Phases 9 and 10, being developed by South Koreas LG Engineering and Construction Corp., are expected to supply 2 Bcf/d to the domestic market, possibly by 2007, plus around 80,000 bbl/d of condensate production. In September 2002, South Koreas LG signed a $1.6 billion deal with NIOC on phases 9 and 10. LGs share is 42 percent, and the deal reportedly uses international bank project financing rather than a buyback model. In January 2005, a foreign (Cayman Islands) subsidiary of Halliburton Co. reportedly reached agreement on helping develop Phases 9 and 10, along with local partner Oriental Kish (in late March 2005, Halliburton announced that it would seek no new work in Iran but would honor existing contracts).
Bids on Phase 11, which is slated for LNG export, were opened in March 2003. In February 2004, Total (30 percent) formed "Pars LNG" along with Petronas (20 percent) and NIOC (50 percent). In April 2004, Total was selected to enter into final negotiations on the $1.2 billion project, while Petronas reportedly withdrew in May 2005. In addition, CNPC is negotiating for a 10 percent stake, and Indias ONGC is reportedly interested as well. Phase 11 is slated to produce 2 Bcf/d for export as LNG and 80,000 bbl/d of condensate under a buyback contract, possibly beginning in 2010.
Phase 12 is slated for LNG export (2 Bcf/d), reinjection (0.7 Bcf/d), and condensate production (around 100,000 bbl/d), possibly beginning around 2010. The consortium slated to export the LNG is called "NIOC LNG." As of mid-2005, both Eni and Statoil were in the running to participate in developing Phase 12; BG reportedly withdrew from participation in June 2005.
Meanwhile, a Shell-led consortium called "Persian LNG" hopes to win Phase 13, which is slated for LNG export (2 Bcf/d) and LPG production (80,000 bbl/d) starting in 2010. In September 2004, Shell signed a framework agreement on the $4 billion project, along with NIOC, Repsol and YPF. According to Shell, a final investment decision on the project is due by the end of 2006.
Phase 14 of South Pars is slated for gas-to-liquids (GTL) development, with Statoil and Shell reportedly interested.

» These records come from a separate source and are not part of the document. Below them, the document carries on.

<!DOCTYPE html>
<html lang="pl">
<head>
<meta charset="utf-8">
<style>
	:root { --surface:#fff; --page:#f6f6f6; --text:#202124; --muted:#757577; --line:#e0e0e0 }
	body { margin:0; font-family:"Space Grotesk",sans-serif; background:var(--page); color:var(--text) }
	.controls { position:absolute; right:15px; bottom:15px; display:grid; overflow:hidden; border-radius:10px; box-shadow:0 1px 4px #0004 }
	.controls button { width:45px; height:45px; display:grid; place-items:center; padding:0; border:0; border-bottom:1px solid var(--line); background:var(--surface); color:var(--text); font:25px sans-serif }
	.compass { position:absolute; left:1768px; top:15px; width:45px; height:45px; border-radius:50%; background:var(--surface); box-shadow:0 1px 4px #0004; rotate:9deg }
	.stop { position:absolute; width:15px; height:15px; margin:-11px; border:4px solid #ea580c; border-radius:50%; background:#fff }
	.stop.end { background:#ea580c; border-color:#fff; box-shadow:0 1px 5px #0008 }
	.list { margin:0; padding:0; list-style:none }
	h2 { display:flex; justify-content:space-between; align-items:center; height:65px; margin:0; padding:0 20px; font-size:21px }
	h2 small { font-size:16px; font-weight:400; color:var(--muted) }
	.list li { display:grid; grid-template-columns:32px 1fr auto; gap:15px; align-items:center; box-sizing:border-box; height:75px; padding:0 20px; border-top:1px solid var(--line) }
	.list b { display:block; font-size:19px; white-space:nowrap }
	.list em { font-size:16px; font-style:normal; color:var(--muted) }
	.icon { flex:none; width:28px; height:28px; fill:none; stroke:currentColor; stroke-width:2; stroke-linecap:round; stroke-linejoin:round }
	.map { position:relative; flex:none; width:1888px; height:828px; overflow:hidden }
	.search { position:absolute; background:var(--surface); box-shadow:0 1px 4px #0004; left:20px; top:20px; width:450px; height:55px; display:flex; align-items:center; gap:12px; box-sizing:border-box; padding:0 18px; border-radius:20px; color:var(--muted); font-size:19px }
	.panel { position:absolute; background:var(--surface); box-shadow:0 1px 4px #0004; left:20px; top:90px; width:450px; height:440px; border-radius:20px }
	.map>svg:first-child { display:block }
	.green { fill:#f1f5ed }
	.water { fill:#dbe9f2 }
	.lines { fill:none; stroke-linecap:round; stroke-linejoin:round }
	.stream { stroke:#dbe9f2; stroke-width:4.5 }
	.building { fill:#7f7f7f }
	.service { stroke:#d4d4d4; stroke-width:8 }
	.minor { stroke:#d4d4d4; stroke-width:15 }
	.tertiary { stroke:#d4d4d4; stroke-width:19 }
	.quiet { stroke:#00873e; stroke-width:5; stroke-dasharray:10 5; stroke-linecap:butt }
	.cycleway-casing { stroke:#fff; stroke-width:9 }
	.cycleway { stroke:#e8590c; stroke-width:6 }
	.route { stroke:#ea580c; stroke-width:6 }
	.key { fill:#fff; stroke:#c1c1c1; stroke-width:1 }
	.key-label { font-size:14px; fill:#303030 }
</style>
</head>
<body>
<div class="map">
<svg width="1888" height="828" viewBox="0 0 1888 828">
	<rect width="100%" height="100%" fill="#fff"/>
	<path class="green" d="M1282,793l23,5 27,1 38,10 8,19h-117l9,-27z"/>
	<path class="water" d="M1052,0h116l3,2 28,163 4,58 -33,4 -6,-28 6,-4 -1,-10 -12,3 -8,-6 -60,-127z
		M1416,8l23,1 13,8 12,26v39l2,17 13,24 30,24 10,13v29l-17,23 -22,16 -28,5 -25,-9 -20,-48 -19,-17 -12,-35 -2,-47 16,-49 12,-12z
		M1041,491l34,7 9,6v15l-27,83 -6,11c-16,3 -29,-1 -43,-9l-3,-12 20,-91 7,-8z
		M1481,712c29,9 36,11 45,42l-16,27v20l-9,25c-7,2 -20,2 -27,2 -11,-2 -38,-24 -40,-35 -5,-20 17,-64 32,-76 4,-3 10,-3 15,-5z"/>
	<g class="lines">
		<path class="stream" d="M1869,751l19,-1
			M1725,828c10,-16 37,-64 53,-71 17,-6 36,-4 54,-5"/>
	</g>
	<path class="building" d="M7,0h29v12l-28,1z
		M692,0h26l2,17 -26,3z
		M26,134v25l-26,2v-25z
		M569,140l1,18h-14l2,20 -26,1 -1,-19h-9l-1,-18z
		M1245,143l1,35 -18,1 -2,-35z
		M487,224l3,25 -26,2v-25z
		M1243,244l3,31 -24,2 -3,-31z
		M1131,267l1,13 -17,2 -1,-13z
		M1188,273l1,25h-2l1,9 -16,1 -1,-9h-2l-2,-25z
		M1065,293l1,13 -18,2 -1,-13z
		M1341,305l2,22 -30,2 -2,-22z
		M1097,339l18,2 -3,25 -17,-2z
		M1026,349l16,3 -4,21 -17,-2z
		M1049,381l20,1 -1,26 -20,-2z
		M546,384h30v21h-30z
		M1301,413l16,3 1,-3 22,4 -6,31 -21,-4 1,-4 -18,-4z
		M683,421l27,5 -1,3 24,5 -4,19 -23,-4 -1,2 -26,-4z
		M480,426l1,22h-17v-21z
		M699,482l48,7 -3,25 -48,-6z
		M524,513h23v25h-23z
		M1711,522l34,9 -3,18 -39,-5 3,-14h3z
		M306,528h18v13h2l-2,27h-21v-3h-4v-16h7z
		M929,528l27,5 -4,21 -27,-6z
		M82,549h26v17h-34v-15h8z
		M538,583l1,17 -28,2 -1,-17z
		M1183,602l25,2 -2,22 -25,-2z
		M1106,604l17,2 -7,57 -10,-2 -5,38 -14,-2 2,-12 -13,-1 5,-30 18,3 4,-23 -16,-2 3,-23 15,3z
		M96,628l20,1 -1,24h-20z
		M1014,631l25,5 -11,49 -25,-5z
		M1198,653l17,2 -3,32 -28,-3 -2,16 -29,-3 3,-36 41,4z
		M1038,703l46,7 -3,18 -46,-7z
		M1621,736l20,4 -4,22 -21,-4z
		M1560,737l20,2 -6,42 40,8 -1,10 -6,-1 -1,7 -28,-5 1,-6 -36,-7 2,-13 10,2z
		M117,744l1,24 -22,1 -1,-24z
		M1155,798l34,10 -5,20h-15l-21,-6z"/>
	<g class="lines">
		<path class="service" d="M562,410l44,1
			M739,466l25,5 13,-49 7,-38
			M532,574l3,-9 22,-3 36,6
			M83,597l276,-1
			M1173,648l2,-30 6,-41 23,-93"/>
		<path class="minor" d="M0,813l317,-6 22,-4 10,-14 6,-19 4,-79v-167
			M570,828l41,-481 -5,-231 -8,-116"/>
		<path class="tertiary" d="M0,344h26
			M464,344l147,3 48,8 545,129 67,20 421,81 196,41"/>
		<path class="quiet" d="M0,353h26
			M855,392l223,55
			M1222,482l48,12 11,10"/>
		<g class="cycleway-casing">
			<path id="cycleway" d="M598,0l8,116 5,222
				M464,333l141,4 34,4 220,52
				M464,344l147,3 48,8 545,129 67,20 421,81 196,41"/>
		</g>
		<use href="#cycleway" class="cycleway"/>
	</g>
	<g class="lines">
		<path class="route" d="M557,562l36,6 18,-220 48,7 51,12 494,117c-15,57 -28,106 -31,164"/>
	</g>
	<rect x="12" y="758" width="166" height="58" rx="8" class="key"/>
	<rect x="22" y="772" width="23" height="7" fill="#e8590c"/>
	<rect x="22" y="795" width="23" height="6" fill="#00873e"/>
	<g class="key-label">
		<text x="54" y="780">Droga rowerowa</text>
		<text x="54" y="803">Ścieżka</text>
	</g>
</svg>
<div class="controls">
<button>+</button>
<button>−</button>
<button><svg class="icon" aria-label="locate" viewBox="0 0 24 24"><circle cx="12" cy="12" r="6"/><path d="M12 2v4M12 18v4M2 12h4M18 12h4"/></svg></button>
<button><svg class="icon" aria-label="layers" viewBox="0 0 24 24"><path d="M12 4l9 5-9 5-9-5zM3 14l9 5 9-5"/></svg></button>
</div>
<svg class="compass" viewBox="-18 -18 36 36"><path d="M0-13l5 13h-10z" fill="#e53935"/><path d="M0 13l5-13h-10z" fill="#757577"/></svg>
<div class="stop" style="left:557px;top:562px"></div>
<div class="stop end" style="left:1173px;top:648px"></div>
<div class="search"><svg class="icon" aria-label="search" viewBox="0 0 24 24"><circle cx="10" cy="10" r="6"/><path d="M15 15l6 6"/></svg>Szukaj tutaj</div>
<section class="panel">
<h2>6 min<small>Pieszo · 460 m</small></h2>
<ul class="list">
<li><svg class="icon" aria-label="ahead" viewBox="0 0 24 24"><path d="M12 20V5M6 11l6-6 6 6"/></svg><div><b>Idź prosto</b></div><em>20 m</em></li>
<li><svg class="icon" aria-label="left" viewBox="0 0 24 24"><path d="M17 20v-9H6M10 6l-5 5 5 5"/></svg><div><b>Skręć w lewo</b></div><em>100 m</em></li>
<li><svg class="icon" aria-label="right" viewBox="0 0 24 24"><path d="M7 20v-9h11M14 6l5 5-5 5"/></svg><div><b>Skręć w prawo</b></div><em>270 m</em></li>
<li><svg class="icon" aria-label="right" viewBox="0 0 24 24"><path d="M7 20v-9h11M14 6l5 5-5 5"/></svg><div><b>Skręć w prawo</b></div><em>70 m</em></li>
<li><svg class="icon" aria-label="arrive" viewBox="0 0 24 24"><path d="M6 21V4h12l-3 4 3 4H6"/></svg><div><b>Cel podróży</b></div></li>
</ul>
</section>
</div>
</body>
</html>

In January 2005, phases 15-16 of the South Pars project were initially awarded to a consortium of international and domestic companies led by Norways Aker Kvaener. Subsequently, they were re-tendered. The two phases are expected to cost $2 billion to develop. They are expected to produce 2 Bcf/d of natural gas for domestic use, plus 80,000 bbl/d of condensate and 1 million tons per year of LPG for export.
Phases 17 and 18 of South Pars are expected to produce 2 Bcf/d of natural gas, possibly for export to Pakistan/India, plus 70,000 bbl/d or so of condensates. In late 2004, Iran invited companies to bid on Phases 17 and 18.
In addition to South Pars, Irans long-term natural gas development plans may involve: the 48-Tcf North Pars field (a separate structure from South Pars); the 6.4-Tcf, non-associated Khuff (Dalan) reservoir of the Salman oil field (which straddles Irans maritime border with Abu Dhabi, where it is known as the Abu Koosh field); the 800-Bcf Zireh field in Bushehr province; the 4-Tcf Homa field in southern Fars province; the 14-Tcf Tabnak natural gas field located in southern Iran; the onshore Nar-Kangan fields, the 13-Tcf Aghar and Dalan fields in Fars province, and the Sarkhoun and Mand fields. In September 2003, President Khatami inaugurated the first phase of Tabnak development, along with a related gas processing plant and a combined cycle power facility.
In June 2004, the Iranian News Agency reported that Iran had discovered two new natural gas fields in the Persian Gulf, one at Balal and the other beneath Lavan Island (with possible reserves of 7 Tcf).